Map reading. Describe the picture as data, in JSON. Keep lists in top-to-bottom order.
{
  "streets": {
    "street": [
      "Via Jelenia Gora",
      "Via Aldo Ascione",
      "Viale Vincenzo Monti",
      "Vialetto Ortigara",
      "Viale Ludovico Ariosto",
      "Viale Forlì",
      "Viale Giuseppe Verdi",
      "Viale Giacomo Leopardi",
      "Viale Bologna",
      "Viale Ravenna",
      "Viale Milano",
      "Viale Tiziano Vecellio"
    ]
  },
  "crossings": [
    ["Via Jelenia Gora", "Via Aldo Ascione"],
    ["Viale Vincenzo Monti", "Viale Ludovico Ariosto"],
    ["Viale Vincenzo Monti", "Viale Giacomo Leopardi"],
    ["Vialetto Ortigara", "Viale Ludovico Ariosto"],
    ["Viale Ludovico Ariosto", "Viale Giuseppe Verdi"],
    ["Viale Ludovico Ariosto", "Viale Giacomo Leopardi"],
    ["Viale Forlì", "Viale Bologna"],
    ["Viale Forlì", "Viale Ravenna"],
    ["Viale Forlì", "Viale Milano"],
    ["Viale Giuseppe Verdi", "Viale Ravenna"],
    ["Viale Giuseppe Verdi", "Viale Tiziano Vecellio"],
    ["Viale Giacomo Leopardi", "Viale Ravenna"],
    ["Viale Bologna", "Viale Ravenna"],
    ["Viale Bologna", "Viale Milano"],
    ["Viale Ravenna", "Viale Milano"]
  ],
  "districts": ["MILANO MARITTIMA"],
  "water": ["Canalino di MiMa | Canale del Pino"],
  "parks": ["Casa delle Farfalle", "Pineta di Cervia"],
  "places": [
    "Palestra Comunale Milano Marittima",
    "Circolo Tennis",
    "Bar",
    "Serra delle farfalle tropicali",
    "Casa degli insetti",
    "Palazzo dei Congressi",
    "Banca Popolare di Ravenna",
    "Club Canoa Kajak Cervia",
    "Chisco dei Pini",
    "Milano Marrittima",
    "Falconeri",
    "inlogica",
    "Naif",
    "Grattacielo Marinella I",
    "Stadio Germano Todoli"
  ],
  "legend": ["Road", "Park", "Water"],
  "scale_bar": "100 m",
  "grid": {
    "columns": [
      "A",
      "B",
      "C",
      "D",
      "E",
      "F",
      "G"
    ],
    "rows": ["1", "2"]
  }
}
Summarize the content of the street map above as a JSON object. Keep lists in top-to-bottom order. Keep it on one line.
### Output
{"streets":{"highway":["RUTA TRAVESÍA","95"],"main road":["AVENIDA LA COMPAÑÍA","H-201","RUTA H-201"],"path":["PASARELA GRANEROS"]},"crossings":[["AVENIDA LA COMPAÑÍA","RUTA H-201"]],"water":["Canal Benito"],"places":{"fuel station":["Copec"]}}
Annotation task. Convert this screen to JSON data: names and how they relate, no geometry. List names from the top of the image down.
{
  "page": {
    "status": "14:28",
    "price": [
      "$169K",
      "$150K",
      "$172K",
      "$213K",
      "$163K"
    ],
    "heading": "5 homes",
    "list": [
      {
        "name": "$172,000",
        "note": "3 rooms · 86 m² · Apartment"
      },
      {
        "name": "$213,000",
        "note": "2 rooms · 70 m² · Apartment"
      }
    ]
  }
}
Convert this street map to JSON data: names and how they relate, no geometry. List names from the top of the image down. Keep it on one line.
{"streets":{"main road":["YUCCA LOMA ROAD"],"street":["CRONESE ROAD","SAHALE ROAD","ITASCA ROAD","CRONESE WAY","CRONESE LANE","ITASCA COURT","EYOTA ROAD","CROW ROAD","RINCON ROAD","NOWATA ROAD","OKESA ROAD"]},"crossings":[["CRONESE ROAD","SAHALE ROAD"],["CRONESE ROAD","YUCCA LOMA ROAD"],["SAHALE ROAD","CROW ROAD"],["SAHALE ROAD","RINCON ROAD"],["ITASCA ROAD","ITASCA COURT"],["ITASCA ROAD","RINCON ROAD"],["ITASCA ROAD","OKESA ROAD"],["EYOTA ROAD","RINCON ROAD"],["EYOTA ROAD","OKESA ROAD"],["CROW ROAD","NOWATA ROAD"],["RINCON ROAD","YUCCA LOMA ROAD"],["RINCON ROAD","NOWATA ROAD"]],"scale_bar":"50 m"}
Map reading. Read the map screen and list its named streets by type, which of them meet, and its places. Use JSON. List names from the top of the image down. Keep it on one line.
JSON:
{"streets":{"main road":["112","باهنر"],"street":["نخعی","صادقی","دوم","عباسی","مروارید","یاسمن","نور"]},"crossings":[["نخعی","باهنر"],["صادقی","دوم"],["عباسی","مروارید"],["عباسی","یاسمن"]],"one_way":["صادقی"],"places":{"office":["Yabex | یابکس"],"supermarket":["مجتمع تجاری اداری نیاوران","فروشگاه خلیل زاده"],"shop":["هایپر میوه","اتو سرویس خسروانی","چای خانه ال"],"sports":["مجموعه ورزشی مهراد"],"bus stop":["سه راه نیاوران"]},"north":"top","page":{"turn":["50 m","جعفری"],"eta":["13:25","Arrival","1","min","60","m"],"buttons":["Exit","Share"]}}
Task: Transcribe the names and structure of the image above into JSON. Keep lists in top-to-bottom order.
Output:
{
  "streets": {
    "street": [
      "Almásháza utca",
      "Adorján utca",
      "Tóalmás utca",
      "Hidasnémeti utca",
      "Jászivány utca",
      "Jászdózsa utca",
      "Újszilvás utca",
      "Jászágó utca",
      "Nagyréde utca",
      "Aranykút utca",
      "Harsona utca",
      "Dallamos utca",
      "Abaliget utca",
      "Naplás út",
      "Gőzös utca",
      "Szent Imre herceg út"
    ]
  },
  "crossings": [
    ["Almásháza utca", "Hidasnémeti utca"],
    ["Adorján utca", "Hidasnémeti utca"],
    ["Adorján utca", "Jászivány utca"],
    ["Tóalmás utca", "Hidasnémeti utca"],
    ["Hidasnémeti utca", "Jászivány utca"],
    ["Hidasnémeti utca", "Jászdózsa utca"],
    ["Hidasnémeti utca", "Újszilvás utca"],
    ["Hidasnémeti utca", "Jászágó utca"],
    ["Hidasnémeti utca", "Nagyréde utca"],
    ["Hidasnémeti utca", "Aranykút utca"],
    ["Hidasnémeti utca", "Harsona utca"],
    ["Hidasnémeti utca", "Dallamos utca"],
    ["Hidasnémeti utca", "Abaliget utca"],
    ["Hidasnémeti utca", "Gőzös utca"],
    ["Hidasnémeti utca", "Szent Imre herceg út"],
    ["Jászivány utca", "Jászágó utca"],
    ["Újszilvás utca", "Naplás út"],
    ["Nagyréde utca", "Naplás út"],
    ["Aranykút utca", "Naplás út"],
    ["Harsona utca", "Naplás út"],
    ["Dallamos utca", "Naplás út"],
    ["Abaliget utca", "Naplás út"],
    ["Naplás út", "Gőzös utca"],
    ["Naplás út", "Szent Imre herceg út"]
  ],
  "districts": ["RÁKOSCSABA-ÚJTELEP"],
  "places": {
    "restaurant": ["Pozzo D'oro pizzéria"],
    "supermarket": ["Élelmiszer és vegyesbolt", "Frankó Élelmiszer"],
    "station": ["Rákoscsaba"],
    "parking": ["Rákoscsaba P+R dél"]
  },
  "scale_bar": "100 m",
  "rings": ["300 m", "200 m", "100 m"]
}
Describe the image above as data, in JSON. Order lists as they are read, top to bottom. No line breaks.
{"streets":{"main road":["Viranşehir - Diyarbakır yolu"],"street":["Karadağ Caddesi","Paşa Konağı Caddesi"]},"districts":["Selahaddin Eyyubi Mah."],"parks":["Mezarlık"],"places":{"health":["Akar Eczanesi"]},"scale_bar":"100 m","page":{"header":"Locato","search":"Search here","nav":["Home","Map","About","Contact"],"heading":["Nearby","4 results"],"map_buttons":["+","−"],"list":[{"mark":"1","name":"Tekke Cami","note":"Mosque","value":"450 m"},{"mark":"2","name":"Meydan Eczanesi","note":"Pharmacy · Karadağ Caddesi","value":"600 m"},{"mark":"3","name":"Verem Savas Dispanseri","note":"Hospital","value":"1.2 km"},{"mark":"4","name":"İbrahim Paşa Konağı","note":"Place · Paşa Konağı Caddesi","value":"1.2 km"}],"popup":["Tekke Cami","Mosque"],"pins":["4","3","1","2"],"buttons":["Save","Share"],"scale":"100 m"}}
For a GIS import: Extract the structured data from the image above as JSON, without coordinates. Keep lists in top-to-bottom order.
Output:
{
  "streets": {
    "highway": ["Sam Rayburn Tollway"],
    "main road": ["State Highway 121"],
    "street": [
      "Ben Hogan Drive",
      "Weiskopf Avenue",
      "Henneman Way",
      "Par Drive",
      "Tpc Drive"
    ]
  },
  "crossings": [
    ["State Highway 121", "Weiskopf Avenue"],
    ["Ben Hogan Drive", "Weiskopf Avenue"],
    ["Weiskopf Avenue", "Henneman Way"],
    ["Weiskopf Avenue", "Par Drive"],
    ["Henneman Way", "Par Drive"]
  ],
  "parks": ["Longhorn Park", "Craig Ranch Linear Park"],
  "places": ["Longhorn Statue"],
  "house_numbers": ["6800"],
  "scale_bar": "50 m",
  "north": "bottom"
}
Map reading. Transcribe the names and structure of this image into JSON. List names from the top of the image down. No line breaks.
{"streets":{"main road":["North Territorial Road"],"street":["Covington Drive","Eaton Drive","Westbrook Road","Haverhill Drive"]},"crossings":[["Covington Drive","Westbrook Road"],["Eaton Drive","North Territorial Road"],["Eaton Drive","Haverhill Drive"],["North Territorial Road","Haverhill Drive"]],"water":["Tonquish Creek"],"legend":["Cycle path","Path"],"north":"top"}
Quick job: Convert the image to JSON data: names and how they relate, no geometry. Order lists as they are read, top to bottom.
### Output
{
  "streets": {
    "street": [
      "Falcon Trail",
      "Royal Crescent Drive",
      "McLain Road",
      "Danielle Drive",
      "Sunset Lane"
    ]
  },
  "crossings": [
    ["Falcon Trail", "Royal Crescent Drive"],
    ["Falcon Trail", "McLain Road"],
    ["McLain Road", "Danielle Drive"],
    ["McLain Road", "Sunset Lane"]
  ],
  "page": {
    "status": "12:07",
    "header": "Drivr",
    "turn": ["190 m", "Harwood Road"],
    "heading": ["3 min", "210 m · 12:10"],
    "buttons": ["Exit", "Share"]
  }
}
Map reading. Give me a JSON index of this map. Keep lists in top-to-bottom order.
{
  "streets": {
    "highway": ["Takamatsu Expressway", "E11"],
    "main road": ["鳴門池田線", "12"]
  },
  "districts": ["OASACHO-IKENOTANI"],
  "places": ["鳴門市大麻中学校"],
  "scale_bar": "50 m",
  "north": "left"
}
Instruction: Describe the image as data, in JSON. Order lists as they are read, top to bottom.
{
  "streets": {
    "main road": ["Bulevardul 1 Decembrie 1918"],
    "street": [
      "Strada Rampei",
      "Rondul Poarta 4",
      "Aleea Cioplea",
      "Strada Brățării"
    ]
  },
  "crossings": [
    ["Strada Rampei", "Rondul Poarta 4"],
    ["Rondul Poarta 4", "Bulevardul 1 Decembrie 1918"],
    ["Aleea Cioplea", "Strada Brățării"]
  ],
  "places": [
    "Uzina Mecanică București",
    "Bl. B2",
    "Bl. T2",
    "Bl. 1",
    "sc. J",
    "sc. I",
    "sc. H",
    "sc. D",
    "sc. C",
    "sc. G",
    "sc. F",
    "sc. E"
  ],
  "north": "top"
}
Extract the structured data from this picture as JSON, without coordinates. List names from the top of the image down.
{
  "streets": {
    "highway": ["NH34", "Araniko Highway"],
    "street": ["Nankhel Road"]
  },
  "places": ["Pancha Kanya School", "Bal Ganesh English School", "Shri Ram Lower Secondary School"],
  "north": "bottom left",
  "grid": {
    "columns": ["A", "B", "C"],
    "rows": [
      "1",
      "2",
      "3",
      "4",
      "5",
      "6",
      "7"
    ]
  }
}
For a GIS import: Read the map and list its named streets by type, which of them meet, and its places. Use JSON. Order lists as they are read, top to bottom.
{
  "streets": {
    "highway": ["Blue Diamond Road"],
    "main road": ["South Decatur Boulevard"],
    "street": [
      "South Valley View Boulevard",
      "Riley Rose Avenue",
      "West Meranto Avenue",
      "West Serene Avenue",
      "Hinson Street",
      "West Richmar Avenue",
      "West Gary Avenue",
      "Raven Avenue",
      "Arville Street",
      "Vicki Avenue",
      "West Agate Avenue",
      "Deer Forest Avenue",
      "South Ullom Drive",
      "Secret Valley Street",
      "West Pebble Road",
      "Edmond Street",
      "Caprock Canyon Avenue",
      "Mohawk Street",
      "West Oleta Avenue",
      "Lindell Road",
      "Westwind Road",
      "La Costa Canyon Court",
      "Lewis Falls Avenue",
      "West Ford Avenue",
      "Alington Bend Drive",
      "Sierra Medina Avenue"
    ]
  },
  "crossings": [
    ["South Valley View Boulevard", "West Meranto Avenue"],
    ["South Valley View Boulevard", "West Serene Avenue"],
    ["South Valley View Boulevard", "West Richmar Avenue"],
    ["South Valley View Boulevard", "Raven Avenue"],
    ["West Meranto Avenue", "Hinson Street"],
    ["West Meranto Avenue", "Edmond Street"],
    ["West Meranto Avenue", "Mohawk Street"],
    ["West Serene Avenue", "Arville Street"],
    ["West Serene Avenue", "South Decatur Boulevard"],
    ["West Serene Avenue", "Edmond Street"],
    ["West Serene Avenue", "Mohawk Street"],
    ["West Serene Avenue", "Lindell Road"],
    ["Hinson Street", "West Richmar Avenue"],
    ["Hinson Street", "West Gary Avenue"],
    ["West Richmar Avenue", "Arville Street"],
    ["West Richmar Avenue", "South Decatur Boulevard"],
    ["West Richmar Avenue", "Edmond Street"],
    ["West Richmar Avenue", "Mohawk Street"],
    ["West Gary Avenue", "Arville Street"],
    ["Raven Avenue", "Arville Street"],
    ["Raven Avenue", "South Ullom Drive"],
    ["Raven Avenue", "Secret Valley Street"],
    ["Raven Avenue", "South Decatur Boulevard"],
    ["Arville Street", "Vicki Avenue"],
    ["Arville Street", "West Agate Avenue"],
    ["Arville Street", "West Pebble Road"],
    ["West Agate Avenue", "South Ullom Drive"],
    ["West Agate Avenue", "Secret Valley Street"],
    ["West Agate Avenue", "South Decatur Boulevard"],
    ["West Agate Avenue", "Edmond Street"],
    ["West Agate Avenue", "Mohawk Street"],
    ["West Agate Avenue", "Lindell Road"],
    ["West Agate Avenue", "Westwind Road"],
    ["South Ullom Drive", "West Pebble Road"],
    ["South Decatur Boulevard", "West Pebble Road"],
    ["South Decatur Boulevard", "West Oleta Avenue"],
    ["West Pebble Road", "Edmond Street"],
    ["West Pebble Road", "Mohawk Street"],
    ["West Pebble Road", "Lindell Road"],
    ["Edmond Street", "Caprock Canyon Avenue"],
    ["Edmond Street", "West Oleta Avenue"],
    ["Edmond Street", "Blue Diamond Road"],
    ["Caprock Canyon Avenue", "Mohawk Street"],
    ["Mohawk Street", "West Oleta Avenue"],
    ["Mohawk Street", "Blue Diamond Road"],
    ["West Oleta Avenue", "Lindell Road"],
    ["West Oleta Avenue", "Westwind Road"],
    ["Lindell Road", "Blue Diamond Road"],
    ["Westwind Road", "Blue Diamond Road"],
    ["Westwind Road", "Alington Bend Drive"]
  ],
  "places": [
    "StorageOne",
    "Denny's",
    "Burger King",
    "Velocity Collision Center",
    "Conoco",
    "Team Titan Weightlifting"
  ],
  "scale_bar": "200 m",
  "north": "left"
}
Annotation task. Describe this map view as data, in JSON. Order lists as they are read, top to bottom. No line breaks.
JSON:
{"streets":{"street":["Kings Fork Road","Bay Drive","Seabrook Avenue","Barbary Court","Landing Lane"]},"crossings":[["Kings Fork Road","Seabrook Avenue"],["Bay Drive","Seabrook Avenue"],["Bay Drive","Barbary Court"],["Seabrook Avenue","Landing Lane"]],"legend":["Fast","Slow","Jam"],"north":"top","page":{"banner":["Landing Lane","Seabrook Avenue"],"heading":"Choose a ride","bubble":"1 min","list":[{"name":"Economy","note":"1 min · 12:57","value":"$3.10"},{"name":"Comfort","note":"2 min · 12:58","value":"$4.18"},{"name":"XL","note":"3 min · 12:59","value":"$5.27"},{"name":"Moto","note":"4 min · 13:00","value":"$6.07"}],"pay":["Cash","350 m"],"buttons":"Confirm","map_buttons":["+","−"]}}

##########

→ What you will do:
Show every line in the records above that contains the word "Imre".

→ Reply:
      "Szent Imre herceg út"
    ["Hidasnémeti utca", "Szent Imre herceg út"],
    ["Naplás út", "Szent Imre herceg út"]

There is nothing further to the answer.